** Extracted data follows **
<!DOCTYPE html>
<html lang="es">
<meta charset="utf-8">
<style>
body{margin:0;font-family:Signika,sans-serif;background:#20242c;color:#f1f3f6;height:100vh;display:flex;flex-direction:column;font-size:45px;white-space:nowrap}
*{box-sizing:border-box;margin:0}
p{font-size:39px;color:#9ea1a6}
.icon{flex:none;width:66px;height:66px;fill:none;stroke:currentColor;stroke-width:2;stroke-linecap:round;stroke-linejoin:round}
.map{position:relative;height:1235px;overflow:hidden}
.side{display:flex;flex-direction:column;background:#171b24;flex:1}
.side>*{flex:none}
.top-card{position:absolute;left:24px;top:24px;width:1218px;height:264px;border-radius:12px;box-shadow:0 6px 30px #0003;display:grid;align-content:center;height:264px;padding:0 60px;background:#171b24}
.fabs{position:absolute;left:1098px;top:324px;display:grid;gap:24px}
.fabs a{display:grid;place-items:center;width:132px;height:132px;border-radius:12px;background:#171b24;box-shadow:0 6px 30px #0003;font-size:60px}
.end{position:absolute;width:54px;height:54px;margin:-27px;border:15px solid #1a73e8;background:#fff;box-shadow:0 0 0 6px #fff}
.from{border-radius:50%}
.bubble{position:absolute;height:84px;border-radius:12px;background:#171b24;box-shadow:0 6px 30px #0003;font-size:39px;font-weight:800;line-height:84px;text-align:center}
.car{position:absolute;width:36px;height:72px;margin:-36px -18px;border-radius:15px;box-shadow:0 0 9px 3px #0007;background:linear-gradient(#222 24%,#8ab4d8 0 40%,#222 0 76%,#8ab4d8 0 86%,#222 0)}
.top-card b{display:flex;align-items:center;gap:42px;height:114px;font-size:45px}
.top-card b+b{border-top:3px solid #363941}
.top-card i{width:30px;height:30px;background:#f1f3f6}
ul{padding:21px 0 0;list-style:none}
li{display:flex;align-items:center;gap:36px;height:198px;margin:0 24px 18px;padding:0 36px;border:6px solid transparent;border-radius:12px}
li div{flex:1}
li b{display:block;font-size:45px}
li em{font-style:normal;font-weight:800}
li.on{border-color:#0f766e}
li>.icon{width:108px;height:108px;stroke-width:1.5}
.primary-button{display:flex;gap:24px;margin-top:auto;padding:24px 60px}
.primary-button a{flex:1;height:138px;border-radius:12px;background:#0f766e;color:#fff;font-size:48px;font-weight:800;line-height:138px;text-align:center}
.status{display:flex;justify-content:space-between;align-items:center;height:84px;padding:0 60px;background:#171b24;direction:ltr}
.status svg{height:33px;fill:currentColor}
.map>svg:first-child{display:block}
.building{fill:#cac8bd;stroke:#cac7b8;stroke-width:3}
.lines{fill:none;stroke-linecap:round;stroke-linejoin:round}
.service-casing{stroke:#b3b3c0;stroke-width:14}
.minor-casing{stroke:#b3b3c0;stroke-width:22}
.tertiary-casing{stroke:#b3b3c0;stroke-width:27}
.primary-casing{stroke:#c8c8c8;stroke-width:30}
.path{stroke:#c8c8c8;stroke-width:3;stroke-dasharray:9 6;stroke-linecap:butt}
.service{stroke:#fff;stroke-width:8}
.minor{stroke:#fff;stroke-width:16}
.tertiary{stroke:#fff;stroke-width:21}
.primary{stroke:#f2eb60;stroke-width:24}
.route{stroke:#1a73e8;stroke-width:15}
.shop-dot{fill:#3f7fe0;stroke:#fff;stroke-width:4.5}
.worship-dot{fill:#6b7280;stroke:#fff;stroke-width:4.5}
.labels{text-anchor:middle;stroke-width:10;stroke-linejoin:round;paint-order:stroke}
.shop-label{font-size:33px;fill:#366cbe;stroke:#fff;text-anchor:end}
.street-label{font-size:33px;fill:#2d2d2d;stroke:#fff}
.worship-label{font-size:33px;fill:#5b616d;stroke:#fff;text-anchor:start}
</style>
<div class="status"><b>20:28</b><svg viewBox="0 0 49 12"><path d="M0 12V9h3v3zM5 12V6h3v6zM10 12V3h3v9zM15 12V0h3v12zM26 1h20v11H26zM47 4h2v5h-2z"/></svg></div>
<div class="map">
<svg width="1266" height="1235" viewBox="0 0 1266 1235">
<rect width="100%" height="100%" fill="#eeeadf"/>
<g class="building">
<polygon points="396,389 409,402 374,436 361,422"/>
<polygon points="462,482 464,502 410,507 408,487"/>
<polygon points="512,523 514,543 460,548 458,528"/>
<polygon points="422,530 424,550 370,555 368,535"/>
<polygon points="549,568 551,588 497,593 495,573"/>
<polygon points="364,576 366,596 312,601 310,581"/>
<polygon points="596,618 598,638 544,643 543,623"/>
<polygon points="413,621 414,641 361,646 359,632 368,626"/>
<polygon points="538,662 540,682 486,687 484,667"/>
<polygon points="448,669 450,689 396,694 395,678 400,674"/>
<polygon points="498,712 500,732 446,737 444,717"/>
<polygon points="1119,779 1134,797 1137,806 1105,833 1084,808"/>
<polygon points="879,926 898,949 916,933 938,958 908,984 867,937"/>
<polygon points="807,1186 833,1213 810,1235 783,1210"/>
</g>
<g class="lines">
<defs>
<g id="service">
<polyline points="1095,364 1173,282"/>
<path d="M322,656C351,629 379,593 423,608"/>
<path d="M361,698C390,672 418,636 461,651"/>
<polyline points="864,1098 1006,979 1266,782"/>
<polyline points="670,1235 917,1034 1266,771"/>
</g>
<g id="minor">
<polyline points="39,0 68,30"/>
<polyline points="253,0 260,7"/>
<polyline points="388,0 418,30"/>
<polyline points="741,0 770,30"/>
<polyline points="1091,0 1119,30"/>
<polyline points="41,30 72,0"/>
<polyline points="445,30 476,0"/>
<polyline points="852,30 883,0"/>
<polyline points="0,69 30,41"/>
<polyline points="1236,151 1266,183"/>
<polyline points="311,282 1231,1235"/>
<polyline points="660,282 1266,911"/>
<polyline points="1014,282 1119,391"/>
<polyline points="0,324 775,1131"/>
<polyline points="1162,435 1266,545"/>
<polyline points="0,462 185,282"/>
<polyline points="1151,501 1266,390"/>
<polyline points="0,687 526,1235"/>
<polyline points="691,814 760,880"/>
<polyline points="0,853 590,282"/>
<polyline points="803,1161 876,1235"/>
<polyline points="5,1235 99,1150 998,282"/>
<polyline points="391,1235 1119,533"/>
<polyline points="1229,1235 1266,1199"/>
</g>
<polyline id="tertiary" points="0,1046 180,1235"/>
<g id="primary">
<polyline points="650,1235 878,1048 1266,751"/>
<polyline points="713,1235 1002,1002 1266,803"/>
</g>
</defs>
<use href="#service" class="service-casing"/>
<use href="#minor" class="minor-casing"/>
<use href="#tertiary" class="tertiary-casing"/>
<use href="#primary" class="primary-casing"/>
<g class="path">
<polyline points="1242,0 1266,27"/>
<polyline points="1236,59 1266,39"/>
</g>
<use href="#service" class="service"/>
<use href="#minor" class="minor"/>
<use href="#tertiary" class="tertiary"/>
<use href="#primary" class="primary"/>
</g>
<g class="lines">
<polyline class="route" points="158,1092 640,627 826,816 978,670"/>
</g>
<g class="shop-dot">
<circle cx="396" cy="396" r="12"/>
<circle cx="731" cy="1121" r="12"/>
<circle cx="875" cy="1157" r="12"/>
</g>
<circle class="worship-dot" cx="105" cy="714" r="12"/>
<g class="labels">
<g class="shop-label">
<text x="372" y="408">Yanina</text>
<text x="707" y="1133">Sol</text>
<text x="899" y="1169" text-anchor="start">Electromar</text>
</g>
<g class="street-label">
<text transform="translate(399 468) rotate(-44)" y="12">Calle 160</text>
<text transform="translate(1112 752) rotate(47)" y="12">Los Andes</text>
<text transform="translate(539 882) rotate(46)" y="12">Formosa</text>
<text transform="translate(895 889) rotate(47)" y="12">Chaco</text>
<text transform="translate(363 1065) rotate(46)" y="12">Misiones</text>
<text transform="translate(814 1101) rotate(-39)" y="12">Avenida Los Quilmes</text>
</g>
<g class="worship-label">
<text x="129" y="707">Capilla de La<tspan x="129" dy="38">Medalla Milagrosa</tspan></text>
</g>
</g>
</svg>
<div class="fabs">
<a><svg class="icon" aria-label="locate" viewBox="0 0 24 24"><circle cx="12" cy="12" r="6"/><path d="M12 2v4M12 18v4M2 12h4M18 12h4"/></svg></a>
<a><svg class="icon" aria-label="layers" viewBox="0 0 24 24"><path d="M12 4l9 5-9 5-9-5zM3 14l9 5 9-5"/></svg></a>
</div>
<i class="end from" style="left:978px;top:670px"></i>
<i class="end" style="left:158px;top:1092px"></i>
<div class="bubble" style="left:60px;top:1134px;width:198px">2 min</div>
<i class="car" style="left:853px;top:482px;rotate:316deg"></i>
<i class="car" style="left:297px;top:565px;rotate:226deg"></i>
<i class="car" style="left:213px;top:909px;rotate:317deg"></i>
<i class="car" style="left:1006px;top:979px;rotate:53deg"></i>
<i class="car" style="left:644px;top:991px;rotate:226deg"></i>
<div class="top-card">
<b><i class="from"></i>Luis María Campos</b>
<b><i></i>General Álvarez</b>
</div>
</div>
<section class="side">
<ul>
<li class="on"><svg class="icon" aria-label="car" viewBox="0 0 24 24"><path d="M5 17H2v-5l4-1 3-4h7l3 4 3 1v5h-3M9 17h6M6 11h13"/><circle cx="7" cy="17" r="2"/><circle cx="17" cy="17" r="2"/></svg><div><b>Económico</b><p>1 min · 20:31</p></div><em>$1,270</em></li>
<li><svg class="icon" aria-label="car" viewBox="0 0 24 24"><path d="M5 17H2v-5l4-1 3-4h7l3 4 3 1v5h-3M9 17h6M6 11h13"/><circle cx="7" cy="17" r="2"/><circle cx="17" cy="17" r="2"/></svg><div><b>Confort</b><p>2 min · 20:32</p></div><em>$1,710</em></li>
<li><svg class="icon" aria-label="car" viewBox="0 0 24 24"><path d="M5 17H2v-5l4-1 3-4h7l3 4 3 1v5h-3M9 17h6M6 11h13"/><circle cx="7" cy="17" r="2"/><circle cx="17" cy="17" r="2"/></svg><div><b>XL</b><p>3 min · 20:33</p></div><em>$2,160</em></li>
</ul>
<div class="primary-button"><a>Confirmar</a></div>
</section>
** End of Extracted data **
■ What this task involves ■
Your answer should be the lines above that contain the word "linecap", copied out.

■ Solution to this task ■
.icon{flex:none;width:66px;height:66px;fill:none;stroke:currentColor;stroke-width:2;stroke-linecap:round;stroke-linejoin:round}
.lines{fill:none;stroke-linecap:round;stroke-linejoin:round}
.path{stroke:#c8c8c8;stroke-width:3;stroke-dasharray:9 6;stroke-linecap:butt}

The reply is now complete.